C’est la raison pour laquelle, au sommet franco-allemand du mardi 19 juin, Angela Merkel et Emmanuel Macron ont pour l’instant dit non à une évolution du règlement de Dublin et se sont dits plutôt favorables à la proposition de l’Autriche de créer des camps pour migrants hors des frontières de l’UE, notamment dans les Balkans.

Alliée à une droite dure, l’extrême droite étend donc son piège pour diviser plus que jamais l’Union européenne, à un an d’élections européennes dont le principal enjeu pourrait bien être la question migratoire. En France, la position du gouvernement, critiquée jusque dans les rangs de la majorité parlementaire de La République en marche (LREM), est prise sous l’influence du poids du Rassemblement national (l’ex-Front national).

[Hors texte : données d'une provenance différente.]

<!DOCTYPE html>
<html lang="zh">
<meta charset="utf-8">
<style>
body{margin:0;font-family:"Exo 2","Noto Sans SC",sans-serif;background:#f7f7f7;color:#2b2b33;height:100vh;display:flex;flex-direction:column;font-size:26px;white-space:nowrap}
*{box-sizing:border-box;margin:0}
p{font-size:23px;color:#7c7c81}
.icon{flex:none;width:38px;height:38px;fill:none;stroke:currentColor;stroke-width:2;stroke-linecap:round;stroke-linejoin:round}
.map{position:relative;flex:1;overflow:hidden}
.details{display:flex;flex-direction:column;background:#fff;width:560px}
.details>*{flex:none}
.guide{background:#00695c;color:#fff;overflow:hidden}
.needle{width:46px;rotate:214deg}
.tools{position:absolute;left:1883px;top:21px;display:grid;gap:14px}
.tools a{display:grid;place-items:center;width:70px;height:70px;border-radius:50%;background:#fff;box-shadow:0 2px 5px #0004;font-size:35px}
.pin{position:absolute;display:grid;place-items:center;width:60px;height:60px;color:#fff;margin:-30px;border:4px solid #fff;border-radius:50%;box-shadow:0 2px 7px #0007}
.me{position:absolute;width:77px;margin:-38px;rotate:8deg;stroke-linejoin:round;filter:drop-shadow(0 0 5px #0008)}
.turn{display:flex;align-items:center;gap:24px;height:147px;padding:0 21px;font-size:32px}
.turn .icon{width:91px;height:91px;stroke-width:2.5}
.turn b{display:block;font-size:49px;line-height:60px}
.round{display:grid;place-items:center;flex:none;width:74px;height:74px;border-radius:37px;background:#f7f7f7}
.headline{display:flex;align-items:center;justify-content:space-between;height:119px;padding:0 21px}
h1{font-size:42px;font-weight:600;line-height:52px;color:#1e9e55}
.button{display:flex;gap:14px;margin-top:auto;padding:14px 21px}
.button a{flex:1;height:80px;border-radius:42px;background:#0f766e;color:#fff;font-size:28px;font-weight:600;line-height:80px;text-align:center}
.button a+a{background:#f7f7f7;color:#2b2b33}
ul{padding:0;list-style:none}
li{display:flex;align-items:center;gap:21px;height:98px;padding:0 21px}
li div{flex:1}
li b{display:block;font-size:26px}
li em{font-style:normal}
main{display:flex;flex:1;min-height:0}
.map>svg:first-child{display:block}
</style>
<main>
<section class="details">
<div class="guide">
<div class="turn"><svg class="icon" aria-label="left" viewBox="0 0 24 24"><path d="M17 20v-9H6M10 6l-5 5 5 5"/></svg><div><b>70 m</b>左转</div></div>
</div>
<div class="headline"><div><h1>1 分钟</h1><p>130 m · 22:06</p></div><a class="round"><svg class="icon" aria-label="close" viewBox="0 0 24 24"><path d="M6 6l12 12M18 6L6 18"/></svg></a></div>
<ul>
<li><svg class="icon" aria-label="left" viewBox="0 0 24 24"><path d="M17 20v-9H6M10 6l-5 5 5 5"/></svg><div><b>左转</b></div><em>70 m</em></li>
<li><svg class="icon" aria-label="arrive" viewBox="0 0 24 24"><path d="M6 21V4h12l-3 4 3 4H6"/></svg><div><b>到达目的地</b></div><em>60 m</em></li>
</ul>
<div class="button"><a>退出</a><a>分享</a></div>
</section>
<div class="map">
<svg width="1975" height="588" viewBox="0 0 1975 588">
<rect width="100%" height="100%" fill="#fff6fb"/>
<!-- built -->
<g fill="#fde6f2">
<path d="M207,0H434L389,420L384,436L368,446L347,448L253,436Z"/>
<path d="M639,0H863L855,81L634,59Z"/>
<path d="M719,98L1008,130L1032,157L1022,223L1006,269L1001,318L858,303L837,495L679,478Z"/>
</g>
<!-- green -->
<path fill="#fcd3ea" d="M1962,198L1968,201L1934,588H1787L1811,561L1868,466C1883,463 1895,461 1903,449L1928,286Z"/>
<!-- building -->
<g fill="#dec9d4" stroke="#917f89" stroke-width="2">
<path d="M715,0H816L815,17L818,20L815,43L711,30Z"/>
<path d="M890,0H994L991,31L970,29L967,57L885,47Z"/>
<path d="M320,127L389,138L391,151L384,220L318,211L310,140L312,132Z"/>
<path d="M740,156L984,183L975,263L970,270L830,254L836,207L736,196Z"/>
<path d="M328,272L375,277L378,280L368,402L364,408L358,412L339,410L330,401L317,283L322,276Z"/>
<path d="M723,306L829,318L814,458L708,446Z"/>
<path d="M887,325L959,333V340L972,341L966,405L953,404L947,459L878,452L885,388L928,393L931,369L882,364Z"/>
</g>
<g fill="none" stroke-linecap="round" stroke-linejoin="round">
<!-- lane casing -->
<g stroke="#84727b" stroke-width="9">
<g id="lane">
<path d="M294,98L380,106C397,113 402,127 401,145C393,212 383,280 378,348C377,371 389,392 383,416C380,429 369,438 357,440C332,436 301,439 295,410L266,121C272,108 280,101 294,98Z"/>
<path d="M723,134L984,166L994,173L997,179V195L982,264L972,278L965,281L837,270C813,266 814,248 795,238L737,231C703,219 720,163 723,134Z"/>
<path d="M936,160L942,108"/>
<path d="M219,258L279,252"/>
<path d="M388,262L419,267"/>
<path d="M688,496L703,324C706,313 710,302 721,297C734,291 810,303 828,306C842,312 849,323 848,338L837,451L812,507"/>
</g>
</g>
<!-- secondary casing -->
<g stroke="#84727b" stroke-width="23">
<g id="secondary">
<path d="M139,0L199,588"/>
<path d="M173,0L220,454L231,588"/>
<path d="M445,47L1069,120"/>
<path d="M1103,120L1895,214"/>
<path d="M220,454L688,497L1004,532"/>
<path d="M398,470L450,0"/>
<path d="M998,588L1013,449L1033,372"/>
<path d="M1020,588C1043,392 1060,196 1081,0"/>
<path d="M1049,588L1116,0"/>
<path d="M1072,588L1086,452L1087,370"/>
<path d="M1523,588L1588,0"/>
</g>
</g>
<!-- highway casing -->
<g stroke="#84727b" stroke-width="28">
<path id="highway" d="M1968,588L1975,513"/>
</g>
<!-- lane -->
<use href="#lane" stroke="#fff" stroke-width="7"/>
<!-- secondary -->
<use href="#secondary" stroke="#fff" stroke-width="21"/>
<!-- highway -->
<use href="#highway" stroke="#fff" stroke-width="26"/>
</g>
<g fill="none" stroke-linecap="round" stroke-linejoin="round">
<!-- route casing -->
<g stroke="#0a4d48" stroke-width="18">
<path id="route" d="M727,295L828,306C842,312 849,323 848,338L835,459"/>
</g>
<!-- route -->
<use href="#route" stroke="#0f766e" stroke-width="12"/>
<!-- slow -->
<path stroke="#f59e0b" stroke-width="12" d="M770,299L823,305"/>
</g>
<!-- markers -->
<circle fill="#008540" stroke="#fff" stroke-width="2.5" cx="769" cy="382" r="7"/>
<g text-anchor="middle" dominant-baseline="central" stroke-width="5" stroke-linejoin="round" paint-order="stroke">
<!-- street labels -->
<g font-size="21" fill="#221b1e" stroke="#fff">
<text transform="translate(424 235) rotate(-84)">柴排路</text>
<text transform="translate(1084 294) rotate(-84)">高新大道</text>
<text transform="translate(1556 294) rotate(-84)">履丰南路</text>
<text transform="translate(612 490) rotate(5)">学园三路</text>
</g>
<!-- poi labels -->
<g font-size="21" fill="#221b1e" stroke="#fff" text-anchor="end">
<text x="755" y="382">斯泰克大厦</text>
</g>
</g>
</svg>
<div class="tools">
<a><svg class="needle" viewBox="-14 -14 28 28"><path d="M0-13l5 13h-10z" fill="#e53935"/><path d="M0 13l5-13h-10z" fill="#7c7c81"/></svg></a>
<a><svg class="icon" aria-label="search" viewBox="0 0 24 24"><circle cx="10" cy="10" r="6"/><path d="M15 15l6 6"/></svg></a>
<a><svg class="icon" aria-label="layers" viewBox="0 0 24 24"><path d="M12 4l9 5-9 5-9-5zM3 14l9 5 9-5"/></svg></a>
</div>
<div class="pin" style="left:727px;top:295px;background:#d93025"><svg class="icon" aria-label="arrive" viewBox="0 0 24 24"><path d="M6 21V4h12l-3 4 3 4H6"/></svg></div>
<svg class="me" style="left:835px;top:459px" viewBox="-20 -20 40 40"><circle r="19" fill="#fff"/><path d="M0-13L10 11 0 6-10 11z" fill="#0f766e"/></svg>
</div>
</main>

Sauf que cette instrumentalisation des peurs ne tient pas compte du fait que la « pression » migratoire a considérablement baissé entre 2015 et 2018, atteignant même son niveau des années 1990 en Allemagne, et que l’Union a signé, en 2016, un accord avec la Turquie pour réduire les arrivées en Grèce et fermer la route des Balkans par laquelle ont transité les migrants vers l’Europe du Nord. Même le précédent gouvernement italien, de Matteo Renzi, avait réussi à réduire les arrivées dans la péninsule depuis la Libye en passant des accords officieux avec les institutions et les factions du pays, largement aux mains de bandes organisées. Ce qui n’a pas empêché la victoire des partis populistes lors des dernières élections législatives en Italie. L’Aquarius est devenu le symbole de la nécessité pour l’Europe, au pied du mur, de trouver une position commune et enfin efficace au drame des migrants.